Although I played “Kicho” through my Oppo universal player, which I connected directly to the Mako, I also wanted to hear the Mako on high-res recordings I had ripped to my Mac’s iTunes library. To take my bass test further, I played some favorite tracks from the Kyle Eastwood CD Paris Blue [Rendezvous Entertainment] and again was startled by what I heard. On “Marrakech” Eastwood’s fretless bass sang like I’ve never heard it before, which I was kind of prepared for after my experience with the Blue Chamber Quartet. But these speakers also shine in the midrange and high-end. I was hearing details I’ve missed in auditions of other speakers, effects like subtle brush stokes on a snare, quiet embellishments in the background by a guitarist or keyboardist, intakes of breath by vocalists, the unintended glissandos on strings from a bassist’s or guitarist’s hasty fret changes. The total effect is that the Makos had me listening to my favorite reference CDs again and again to see what I could discover, sort of the way you give a complex, but great movie like No Country for Old Men repeated viewings to see what you’ll catch next time around. These remarkable speakers are completely non-fatiguing, which means at any volume level, you can listen to full recordings and then want to go right on to the next CD and the next.
Given that THX had a hand in developing the Makos (a very LARGE hand), I couldn’t resist seeing how they would fare with standard DVDs played through my Mac. I put on a collector’s edition of the Flashdance DVD, which includes recording of six songs from the movie. Though I was of course listening to the movie soundtrack in stereo, the Makos sounded so spacious and three-dimensional that they offered an almost surround soundlike presentation.
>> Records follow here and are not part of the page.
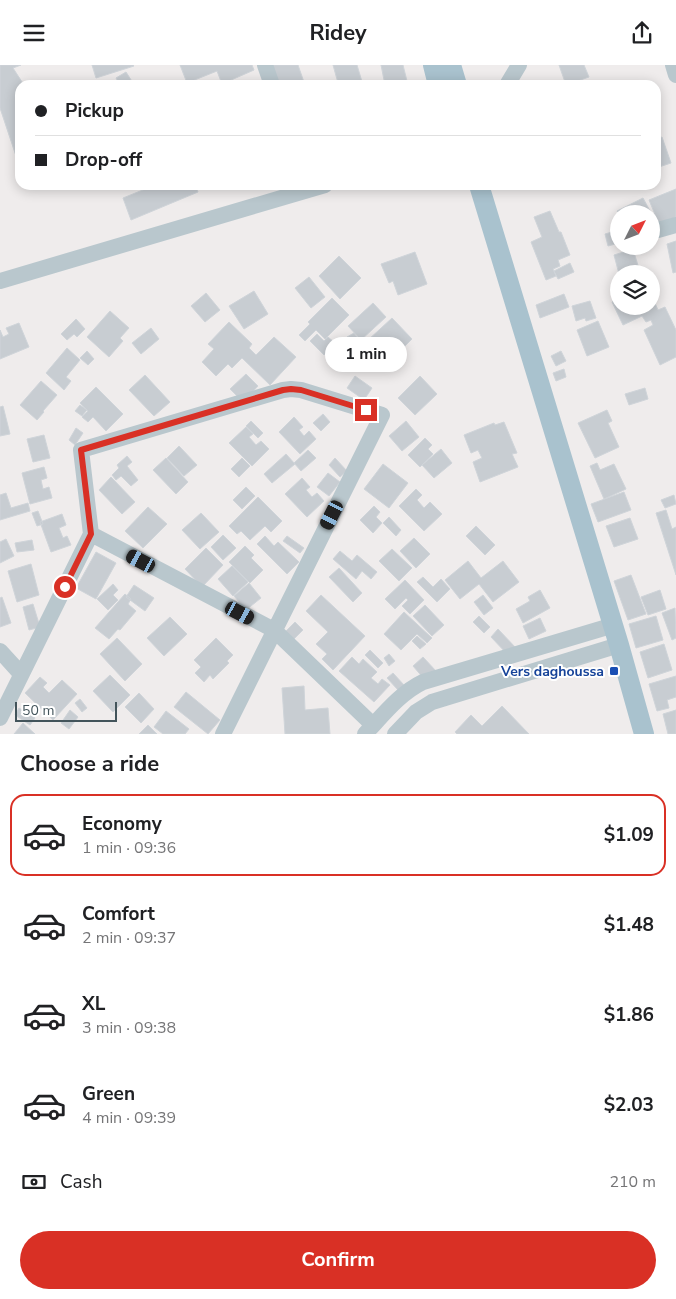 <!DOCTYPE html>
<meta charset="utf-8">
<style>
body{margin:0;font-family:"Nunito Sans",sans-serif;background:#f2f2f2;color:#202124;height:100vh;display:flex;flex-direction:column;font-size:19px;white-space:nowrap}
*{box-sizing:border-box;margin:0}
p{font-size:16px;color:#757577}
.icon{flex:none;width:28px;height:28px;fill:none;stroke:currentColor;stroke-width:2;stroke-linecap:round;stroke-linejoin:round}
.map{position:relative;height:669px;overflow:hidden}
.side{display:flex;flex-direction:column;background:#fff;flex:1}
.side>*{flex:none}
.hud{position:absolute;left:15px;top:15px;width:646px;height:110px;border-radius:15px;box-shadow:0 2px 12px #0003;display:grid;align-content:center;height:110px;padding:0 20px;background:#fff}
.needle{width:32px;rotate:48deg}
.tools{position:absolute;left:610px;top:140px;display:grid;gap:10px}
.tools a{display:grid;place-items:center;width:50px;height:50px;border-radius:50%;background:#fff;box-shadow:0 2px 12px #0003;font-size:25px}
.scale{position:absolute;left:15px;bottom:12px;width:102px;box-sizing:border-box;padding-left:5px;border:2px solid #43545b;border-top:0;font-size:14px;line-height:18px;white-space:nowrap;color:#43545b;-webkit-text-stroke:4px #fff;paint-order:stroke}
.end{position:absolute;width:22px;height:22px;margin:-11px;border:6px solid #d93025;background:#fff;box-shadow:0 0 0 2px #fff}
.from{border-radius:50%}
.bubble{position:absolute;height:35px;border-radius:18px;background:#fff;box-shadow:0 2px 12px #0003;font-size:16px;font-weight:700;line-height:35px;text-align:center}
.car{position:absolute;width:15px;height:30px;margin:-15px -8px;border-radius:6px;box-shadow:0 0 4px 1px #0007;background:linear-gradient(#222 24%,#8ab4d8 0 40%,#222 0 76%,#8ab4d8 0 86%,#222 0)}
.hud b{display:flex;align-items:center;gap:18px;height:48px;font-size:19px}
.hud b+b{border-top:1px solid #e0e0e0}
.hud i{width:12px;height:12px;background:#202124}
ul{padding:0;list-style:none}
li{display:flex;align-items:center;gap:15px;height:82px;margin:0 10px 8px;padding:0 10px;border:2px solid transparent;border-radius:15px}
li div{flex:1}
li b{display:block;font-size:19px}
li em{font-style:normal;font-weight:700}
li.selected{border-color:#d93025}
li>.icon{width:45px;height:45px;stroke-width:1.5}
h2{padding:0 20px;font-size:22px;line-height:60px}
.pay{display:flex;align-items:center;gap:12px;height:55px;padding:0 20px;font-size:19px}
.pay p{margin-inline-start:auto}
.cta{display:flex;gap:10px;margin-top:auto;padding:10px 20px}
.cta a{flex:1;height:58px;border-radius:30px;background:#d93025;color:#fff;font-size:20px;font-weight:700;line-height:58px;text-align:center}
header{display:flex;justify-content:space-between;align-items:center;height:65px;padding:0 20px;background:#fff;font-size:22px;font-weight:700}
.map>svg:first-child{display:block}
.building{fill:#c8cdd2;stroke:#cfd4d9}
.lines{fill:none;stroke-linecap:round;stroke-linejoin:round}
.minor{stroke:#b9c7cd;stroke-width:16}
.major{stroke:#a9c2ce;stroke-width:20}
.route{stroke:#d93025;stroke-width:6}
.transit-dot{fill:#1a4fb4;stroke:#fff;stroke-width:2}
.labels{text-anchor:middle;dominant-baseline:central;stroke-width:4;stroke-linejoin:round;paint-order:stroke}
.transit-label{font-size:14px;font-weight:bold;fill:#164399;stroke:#fff;text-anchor:end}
</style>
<header><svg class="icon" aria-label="menu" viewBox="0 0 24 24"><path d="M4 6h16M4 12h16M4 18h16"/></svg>Ridey<svg class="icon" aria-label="share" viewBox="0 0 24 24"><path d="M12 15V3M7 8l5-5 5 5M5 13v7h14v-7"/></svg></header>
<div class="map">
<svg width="676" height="669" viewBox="0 0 676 669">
<rect width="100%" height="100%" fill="#efecec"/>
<path class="building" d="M0,0H21L13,3L24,20H20V97H18L0,43Z
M92,0H133L134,1L96,13Z
M180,0H252L254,5L222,19L217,6L187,18Z
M271,0H298L305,20H277Z
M333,0H357L363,20H332L338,18Z
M381,0H403L408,20H385Z
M559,0H584L589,12L566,20Z
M126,7L133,18L130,20H120L116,13Z
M662,72L671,98L656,103V74Z
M155,120H195L198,127L131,155L123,133Z
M676,124V152L659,159L649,135Z
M643,133L656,157L651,159V149H619L617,146Z
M550,146L559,167H561L570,190L558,195L560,201L553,204L556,211L546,215L531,177L542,172L534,152Z
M619,165V178L608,181L605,169Z
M676,176V207L673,208L667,179Z
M633,184L640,207L633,209H619L614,190Z
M415,187L427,219L398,230L393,216L389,218L381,199Z
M339,191L361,213L340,234L319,211Z
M570,198L574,207L558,214L554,206Z
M309,212L325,232L311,243L295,223Z
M254,226L268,249L244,264L229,241Z
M206,228L220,245L205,257L191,241Z
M564,229L569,242L540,253L536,240Z
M332,233L349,250L325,274L316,265L305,276L299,270L310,259L308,257Z
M619,234V241H651V238L654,236L658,245L665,242L676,265V292L660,300L644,265L653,260L651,255L646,257L642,251L623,260L612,237Z
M590,236L596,253L586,256L585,253L576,256L572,241Z
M373,238L386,252L361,275L348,261Z
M110,246L129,263L120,273L123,276L109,292L87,272Z
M392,253L412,274L388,298L367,276Z
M76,254L85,264L77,272L74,269L67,275L61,269Z
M598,256L609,282L587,291L577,265Z
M229,257L252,279L249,283L256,290L274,272L296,292L270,320L242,293L232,303L228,299L216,311L202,297L214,284L208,279Z
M19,258L29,282L0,294V265L3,272L9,269L6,263Z
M151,263L159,274L141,289L132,278Z
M354,268L359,275L352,280L347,272Z
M317,269L324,276L328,272L335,278L324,290L310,276Z
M67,283L80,295L66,312L71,316L64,325L46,308Z
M87,286L94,294L88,300L80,293Z
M561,286L566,296L556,301L551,291Z
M564,304L566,312L556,316L553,308Z
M246,309L258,321L243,337L230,324Z
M145,310L170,337L154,351L129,325Z
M355,311L372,323L364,335L347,323Z
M420,311L437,329L415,350L398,333Z
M41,316L57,330L43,346L44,347L37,355L20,340Z
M96,322L123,349L106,366L93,352L88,357L82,352L88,346L80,338Z
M645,323L648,334L629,340L625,329Z
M80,340L87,345L82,351L75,346Z
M3,341L10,369L0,371V342Z
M607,345L612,356L608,358L619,382L595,393L578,358Z
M323,349L330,357L321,366L313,358Z
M294,352L303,362L299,365L304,371L309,366L316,374L300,389L279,367Z
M251,356L263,368L258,373L246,361Z
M406,356L419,372L402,386L389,371Z
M504,357L517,388L512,389L518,402L480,417L473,397L482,393L478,385L471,388L464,370L494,358L495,360Z
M246,362L253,369L249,372L256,380L261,376L269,384L252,401L229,378Z
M76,363L83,368L75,380L69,375Z
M44,370L50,393L33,397L27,374Z
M425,373L432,380L428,384L433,389L420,402L408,390Z
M179,381L197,400L184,411L167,393Z
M441,384L452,398L434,413L422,400Z
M308,385L316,393L301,406L294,398Z
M286,389L295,399L272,418L264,409Z
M127,391L132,397L127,401L138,415L131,421L121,411L116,415L112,410L119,403L117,400Z
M166,393L188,417L176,429L153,405Z
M242,393L250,401L239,412L231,404Z
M335,393L347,406L340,412L329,400Z
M597,398L600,405L614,399L626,424L604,434L590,401Z
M383,399L408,418L389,443L364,424Z
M44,402L47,413L41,415L43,424L49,422L52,433L30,439L22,408Z
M328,408L340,417L329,431L317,422Z
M111,412L135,437L122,449L99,425Z
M302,413L310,422L306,425L312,432L317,428L324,436L307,452L285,429Z
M246,422L255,431L242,444L233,435Z
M416,424L422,430L417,435L424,443L430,437L442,449L424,466L399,441Z
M624,427L631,445L598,457L591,439Z
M6,428L11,443L28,438L30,446L0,455V430Z
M674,430L676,439L665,443L661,435Z
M258,432L282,456L271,467L265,461L250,475L241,466L237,469L229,461Z
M374,441L380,447L376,452L382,458L373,468L360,455Z
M148,442L167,459L143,483L125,466Z
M666,445L672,464L676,462V510L656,448Z
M38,446L43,459L37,461L32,448Z
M201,448L219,467L200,484L182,465Z
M62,449L66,460L59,463L63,473L67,471L71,480L51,487L40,457Z
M389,452L401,465L396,471L383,458Z
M630,453L638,474L614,482L606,461Z
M476,461L495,480L485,490L466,471Z
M223,470L236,483L223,495L211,482Z
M265,471L274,481L278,477L299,497L287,509L257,479Z
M287,471L304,483L300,488L283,476Z
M414,473L430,489L416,503L400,486Z
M6,474L14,491L0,498V477Z
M32,475L34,485L17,487L15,478Z
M245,481L254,490L251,493L263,505L250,518L229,497Z
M206,483L223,500L202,522L185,504Z
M392,484L412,503L399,516L379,496Z
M340,486L352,496L357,490L377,507L371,514L362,506L356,514L333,494Z
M96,487L116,498L96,534L76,523Z
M468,496L481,513L503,496L519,517L493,537L479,519L460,534L445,515Z
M31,499L39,530L17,537L8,506Z
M232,501L248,517L233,531L218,514Z
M339,503L362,528L353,537L329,512Z
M631,510L646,549L628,555L614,516Z
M423,512L433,522L441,514L450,524L437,537L417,517Z
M405,515L424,535L410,549L402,541L408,535L406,533L395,544L385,534Z
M249,518L261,533L246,545L234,531Z
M113,519L118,525L113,530L118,535L108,545L97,534Z
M134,520L154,533L145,546L126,532Z
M540,525L550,543L523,558L516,544L530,536L528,532Z
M660,525L666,544L648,550L641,532Z
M125,529L131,534L128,539L136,546L120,565L118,564L109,574L95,563Z
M321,530L365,571L333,605L322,594L327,589L316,579L328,567L306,546Z
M483,530L493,543L484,550L474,537Z
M2,532L11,558L0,562V533Z
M33,539L40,562L29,565L23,542Z
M425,540L444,560L432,571L413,551Z
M675,543L676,573L672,575L662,548Z
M404,547L432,573L427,578L417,569L401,585L384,569Z
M479,551L490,562L484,568L473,557Z
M656,551L663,575L636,583L629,559Z
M170,552L187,569L164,591L147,573Z
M540,553L546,566L529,574L523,561Z
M295,557L303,565L293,575L285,567Z
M498,564L516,583L508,590L491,572Z
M417,571L426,579L420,584L412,576Z
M117,573L142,599L125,616L100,589Z
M216,573L233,590L227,596L229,598L213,614L210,610L204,617L195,608L201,602L194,595Z
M664,579L672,605L648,613L640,587Z
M370,585L383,598L378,603L365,590Z
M389,589L395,596L389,601L384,593Z
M352,592L359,599L363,594L377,607L371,613L378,619L382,614L390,620L374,637L339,606Z
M423,592L436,606L425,615L413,601Z
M393,608L404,620L398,625L387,613Z
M110,610L130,630L113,647L93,626Z
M676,611V632L667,635L669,643L657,646L649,619Z
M40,612L47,618L43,622L49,628L62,615L77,629L53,655L25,628Z
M304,621L305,645L328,643L330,669H285L282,623Z
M186,627L220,655L208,669L174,642Z
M139,628L154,644L141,658L125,642Z
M80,634L87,643L82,647L75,638Z
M502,641L529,669H457L455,667L471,650L482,661Z
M19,643L35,653L30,660L15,650Z
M70,645L78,652L69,664L61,658Z
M676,645V669H668L663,649Z
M166,646L189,664L185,669H163L154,662Z
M23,658L35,669H14Z
M148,660L157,669H139Z"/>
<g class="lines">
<path class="minor" d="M265,0L272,20
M673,0L676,10
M507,20L519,0
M658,165L676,160
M0,216L325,120
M91,469L274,565L373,660
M0,586L21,609
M0,653L91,469L81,385L283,325L291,324L301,325L382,350L223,669
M365,669C383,650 400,628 423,617L614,560
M395,669L416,647L432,637L619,580"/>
<path class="major" d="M433,0L438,20
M451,0L457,20
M479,120L619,580L644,669"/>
</g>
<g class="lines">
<path class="route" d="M65,522L91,469L81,385L283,325L291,324L301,325L366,345"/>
</g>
<rect class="transit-dot" x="609" y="601" width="10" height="10" rx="2.5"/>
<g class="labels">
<g class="transit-label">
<text x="604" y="606">Vers daghoussa</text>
</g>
</g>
</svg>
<div class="tools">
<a><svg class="needle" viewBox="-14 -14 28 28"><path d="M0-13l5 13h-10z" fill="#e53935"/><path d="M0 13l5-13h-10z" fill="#757577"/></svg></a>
<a><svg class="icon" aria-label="layers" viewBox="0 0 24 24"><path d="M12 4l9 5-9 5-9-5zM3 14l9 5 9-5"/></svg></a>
</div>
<div class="scale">50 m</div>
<i class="end from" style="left:65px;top:522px"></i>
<i class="end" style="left:366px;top:345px"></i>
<div class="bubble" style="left:325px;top:272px;width:82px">1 min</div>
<i class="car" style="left:332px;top:450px;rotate:207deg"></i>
<i class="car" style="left:141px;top:496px;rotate:298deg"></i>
<i class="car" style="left:240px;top:548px;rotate:118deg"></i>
<div class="hud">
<b><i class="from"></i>Pickup</b>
<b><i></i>Drop-off</b>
</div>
</div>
<section class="side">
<h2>Choose a ride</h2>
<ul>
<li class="selected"><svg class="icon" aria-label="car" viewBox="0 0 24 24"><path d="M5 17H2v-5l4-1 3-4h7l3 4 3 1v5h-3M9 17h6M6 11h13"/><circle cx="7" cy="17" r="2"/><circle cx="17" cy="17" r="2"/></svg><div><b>Economy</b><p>1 min · 09:36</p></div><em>$1.09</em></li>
<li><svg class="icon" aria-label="car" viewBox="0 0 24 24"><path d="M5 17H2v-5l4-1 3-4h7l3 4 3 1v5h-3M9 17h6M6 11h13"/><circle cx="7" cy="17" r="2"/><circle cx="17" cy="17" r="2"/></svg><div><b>Comfort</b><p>2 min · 09:37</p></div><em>$1.48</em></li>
<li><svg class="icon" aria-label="car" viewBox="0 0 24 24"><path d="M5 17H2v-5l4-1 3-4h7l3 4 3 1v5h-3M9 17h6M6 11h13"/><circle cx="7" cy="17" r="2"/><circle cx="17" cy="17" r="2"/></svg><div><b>XL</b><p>3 min · 09:38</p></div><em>$1.86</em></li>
<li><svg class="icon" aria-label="car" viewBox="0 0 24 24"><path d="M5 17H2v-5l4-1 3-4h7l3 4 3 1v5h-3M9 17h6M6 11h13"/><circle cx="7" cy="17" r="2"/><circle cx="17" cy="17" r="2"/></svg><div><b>Green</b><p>4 min · 09:39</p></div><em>$2.03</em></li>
</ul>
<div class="pay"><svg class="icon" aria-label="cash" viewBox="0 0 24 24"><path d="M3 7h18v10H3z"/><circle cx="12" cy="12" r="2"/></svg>Cash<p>210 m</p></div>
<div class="cta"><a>Confirm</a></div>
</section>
And on the “What a Feeling” track, I could hardly keep from stretching out in my chair, dashing myself with water, and doing my best Jennifer Beals impression (but stopped myself just in time in order to protect my office mate from heart failure).
Is the Mako a perfect system? Well, closer than it has right to be for the money. The touch control takes some getting used to. It doesn’t always instantly respond to finer adjustments, so you might find yourself having to first increase the volume so the control syncs with your finger before you try finer gradations of lower volume. I played with that a while and began to get the hang of it, so it’s a minor quibble.
Why would anyone want to spend $400 on a multimedia system for the desktop? That’s an easy question to answer. More and more of us are porting our favorite music to computers. Or we are toting around an iPod that has some of our choice cuts that we want instant access to. I shudder to think what the Piazzolla piece would sound like on some wimpy desktop speakers. But I’ve fallen in love with how it sounds on the Makos. You will, too.